IWA Mid-South
- Acronym: IWA MS
- Founded: 1996
- Defunct: 2022
- Style: Professional wrestling Hardcore wrestling Strong style Death Match
- Headquarters: New Albany, Indiana
- Founder: Ian Rotten
- Owner: Ian Rotten
- Sister: IWA Deep South IWA East Coast IWA Texas IWA Tri-State

= IWA Mid-South =

American independent professional wrestling promotion

Independent Wrestling Association (IWA) Mid-South (also known as IWA Mid-South, IWA-MS, and IWA Mid South Wrestling) was an American independent professional wrestling promotion based in New Albany, Indiana. It was formed by Ian Rotten in 1996.

==History==
===Hardcore wrestling===
Independent Wrestling Association: Mid-South (IWA-MS) formed in 1996 in Louisville, Kentucky. The owner, Ian Rotten, is one of the first to bring hardcore style of wrestling to the United States with his feud with former tag team partner Axl Rotten. He formed the promotion shortly after being fired from Extreme Championship Wrestling in the mid-1990s. IWA Mid-South's first live event occurred on January 6, 1996, in New Albany, Indiana. On October 10, they held the first of what would become weekly shows in Louisville, Kentucky. April 3, 1997 saw IWA Mid-South crowned its first Heavyweight Champion, Tower of Doom, when he won a three way dance in the finals of a tournament.

===Move to Indiana===
Going into the year 2000, a series of incidents with the Kentucky Athletics Commission forced IWA Mid-South to move its operations to Charlestown, Indiana. In late 2000, IWA Mid-South started to make a slow shift to more technical based wrestlers and matches. During that year Dave Prazak became a featured manager, ring announcer, and commentator. He played a prominent role in bringing in Colt Cabana and CM Punk to join Chris Hero and other technical wrestlers. With this change brought the birth of the Ted Petty Invitational Tournament (TPI), then known as Sweet Science 16. The first TPI was held in 2000 and won by Chris Hero. During this time, a match featuring Punk and Hero lasted 92 minutes and has since been referred to by ESPN's SportsCenter as one of the longest sporting events.

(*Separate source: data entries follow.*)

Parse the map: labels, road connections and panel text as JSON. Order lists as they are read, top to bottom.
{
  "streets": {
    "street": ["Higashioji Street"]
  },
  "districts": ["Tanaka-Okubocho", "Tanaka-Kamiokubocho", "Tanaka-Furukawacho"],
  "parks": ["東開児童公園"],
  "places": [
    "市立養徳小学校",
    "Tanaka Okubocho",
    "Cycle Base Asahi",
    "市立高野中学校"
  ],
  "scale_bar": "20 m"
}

In 2002, IWA Mid-South moved its base to Clarksville, Indiana. From 2003 to 2007, IWA Mid-South ran shows in a wide variety of venues, mostly Indiana and Illinois. During this span, they had a 51-month streak of running at least one show in every calendar month. IWA Mid-South then went on a planned hiatus, restarting operations with their 500th show on March 1, 2008.

On August 26, 2009, IWA Mid-South announced that it would cease its operations after the Kings of the Crimson Mask show on August 28. However, on November 3, IWA Mid-South announced that it would return with smaller budget shows, starting with Chapter 2: In The Beginning on November 20, 2009. On March 28, 2011, IWA Mid-South announced it would end operations immediately.

In July 2011, IWA Mid-South re-opened under new ownership. On September 16–17, 2011 the company returned with its annual King of the Death Match tournament. During that autumn, IWA Mid-South promoted a number of small shows in the Bellevue, Illinois area. IWA Mid-South then closed down once again.

In July 2013, Ian Rotten announced he was once again promoting shows under the IWA-MS banner, this time returning to the old Clarksville Arena. They ran multiple shows there before the building went under new ownership. They then relocated to Jammerz Rollerdrome also In Clarksville. They also ran at The ArenA based in Jeffersonville, Indiana before moving to the New IWA Arena at the Memphis Trading Post in Memphis, Indiana where they were running two shows a week, Thursday nights and Saturday nights. They then moved to the Axl Rotten memorial hall in Connersville, Indiana until 2021 when they relocated to the new IWA Wrestling Center in New Albany, Indiana where they began to regularly shows. They also ran occasionally in Indianapolis, Indiana.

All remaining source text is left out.